O'Malley 'moving Maryland backward,' RGA claims
The Republican Governors Association has put its own spin on Democratic Gov. Martin O'Malley's campaign theme of "moving Maryland forward." In a television advertisement out today, the RGA proclaims O'Malley is "moving Maryland backward."
The well-off organization is lending a hand to former Gov. Robert L. Ehrlich Jr., a Republican trying to win back the governor's office this fall. In addition to the 30-second spot, the RGA has created a web site titled "Martin's Mess." As we reported this morning on this blog, the spot is a sign that the RGA believes Ehrlich can win the race.
As of late August campaign finance reports, O'Malley had about three times as much money in the bank as Ehrlich. The RGA ad comes as O'Malley launches one in the pricey Washington TV market. O'Malley's spot focuses on education -- a striking change from two attack ads he recently aired in the Baltimore market.
We "truth squad" the RGA ad below the virtual fold, where you can also view the spot itself.
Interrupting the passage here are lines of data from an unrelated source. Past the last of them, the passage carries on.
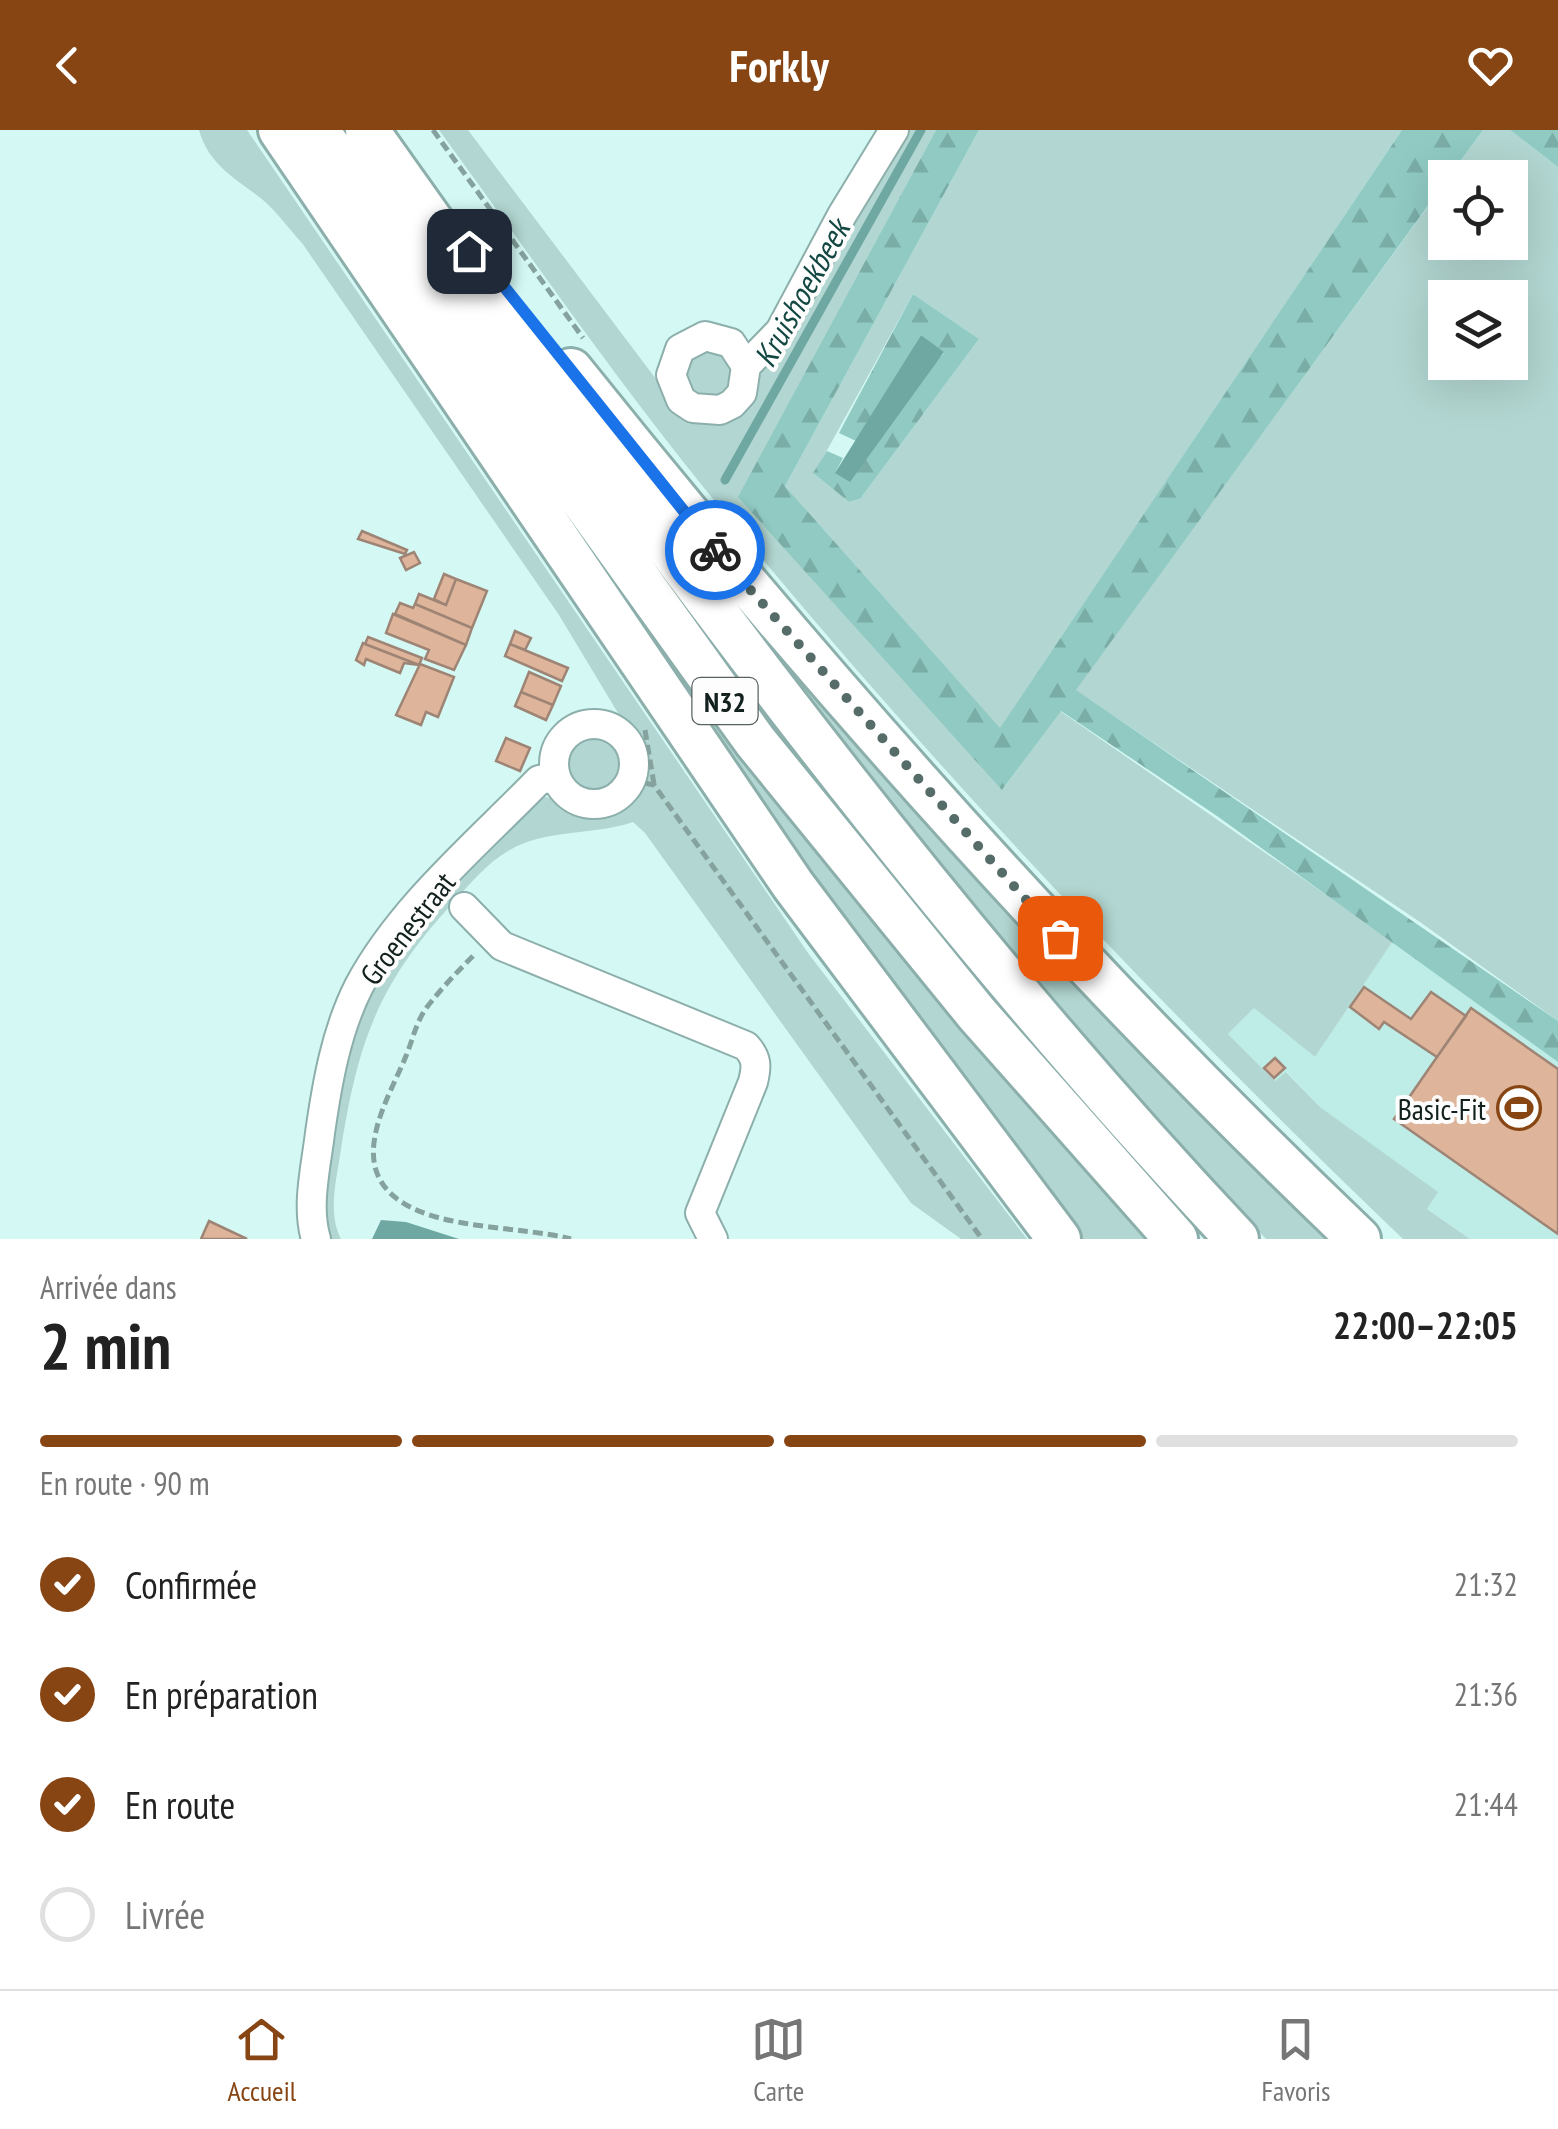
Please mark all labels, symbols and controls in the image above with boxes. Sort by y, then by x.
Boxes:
text: Forkly [729,36,829,94]
icon: back [40,38,95,93]
icon: heart [1463,38,1518,93]
map controls [1428,160,1528,380]
button: locate [1428,160,1528,260]
pin [427,209,512,294]
water label: Kruishoekbeek [743,209,860,374]
icon: home [442,224,497,279]
button: layers [1428,280,1528,380]
courier [665,500,765,600]
icon: bike [688,523,743,578]
road number: N32 [692,678,758,724]
street label: Groenestraat [351,863,464,992]
pin [1018,896,1103,981]
icon: bag [1033,911,1088,966]
sports icon: Basic-Fit [1496,1085,1542,1131]
place label: Basic-Fit [1398,1089,1487,1128]
text: Arrivée dans [40,1266,177,1308]
text: 22:00–22:05 [1333,1300,1518,1349]
text: 2 min [40,1303,171,1387]
text: En route · 90 m [40,1462,210,1504]
icon: check [40,1557,95,1612]
text: Confirmée [125,1560,257,1609]
text: 21:32 [1454,1563,1518,1605]
icon: check [40,1667,95,1722]
text: En préparation [125,1670,318,1719]
text: 21:36 [1454,1673,1518,1715]
icon: check [40,1777,95,1832]
text: En route [125,1780,235,1829]
text: 21:44 [1454,1783,1518,1825]
text: Livrée [125,1890,205,1939]
tab: Accueil [228,2012,296,2109]
tab: Carte [751,2012,806,2109]
tab: Favoris [1261,2012,1330,2109]

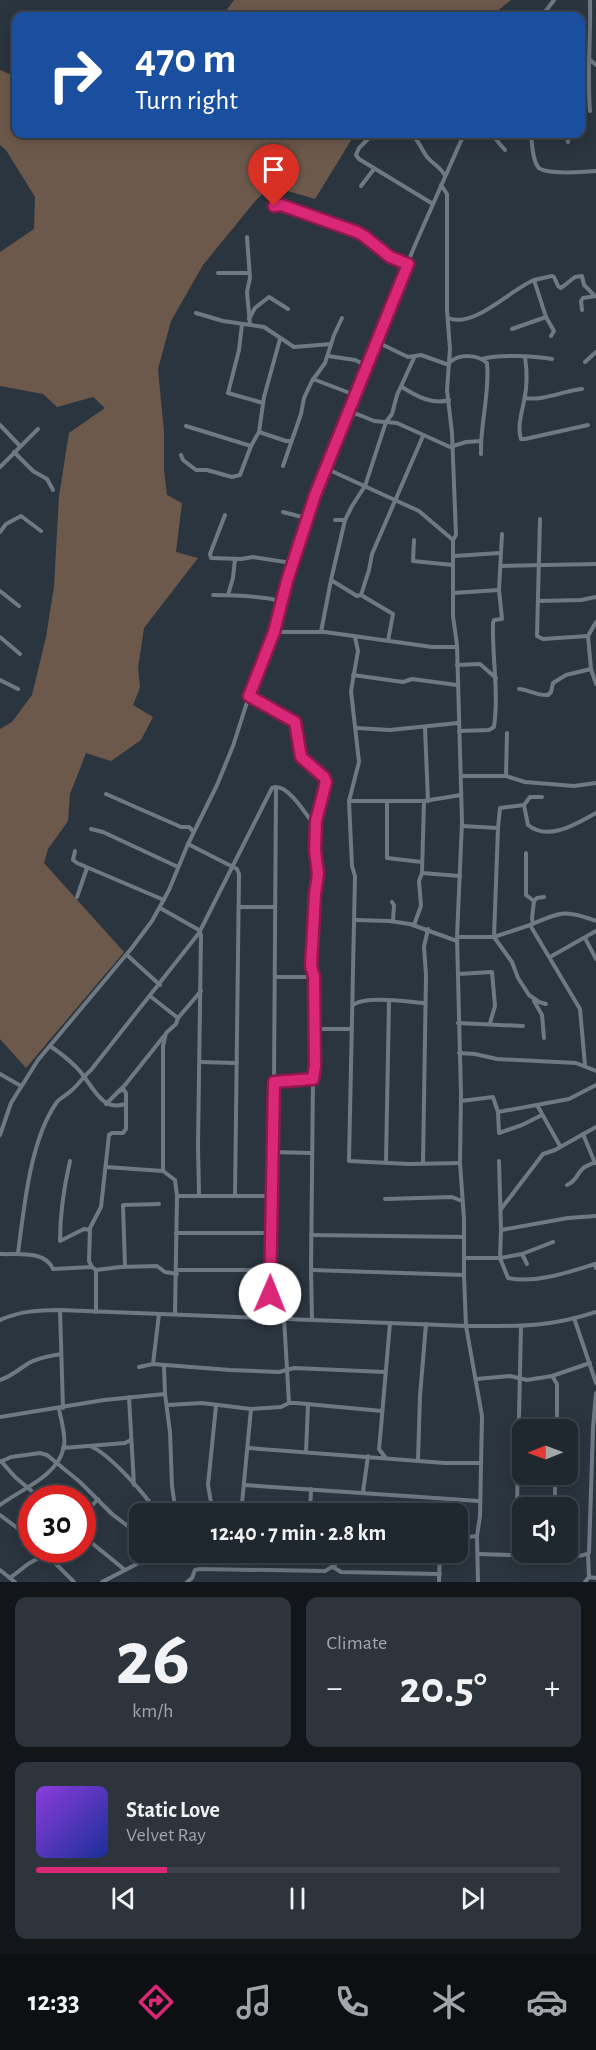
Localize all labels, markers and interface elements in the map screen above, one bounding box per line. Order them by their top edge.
icon: right [36,36,114,114]
text: 470 m [135,38,236,80]
text: Turn right [135,87,238,114]
pin [248,144,299,206]
icon: arrive [257,153,290,186]
position arrow [238,1262,302,1326]
north arrow [512,1419,578,1485]
map controls [512,1419,578,1563]
speed limit sign: 30 [18,1485,96,1563]
button: sound [512,1497,578,1563]
text: 12:40 · 7 min · 2.8 km [211,1522,386,1544]
text: 26 [116,1621,190,1699]
text: Climate [327,1633,387,1653]
text: 20.5° [399,1666,487,1711]
text: − [327,1672,342,1705]
text: + [544,1672,560,1705]
text: km/h [132,1701,173,1721]
text: Static Love [126,1799,220,1821]
text: Velvet Ray [126,1825,206,1845]
icon: previous [107,1882,140,1915]
icon: pause [281,1882,314,1915]
icon: next [456,1882,489,1915]
icon: directions [135,1981,177,2023]
icon: music [233,1981,275,2023]
icon: phone [331,1981,373,2023]
icon: climate [428,1981,470,2023]
icon: car [526,1981,568,2023]
text: 12:33 [28,1988,80,2015]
Ad claim: "Unemployment has doubled."
Fact: Maryland's unemployment rate was 3.6 percent in January 2007, when O'Malley took office. Last month, according to numbers out today, it was 7.3 percent. Both numbers are seasonally adjusted.
Ad claim: "More than 3,000 Maryland businesses have closed or moved to other states."
Fact: Each year, thousands of businesses register for unemployment insurance, and thousands more close their accounts. Maryland ended 2009 with a net of 2,900 fewer such accounts than it had at the end of 2008, according to the state Department of Labor, Licensing and Regulation.
The Sun reported this number as a net loss of businesses in front-page articles in January and July. Today, for the first time, the agency is disputing the number as "not a valid way of looking at businesses starting up or closing down," DLLR spokesman Bernie Kohn said.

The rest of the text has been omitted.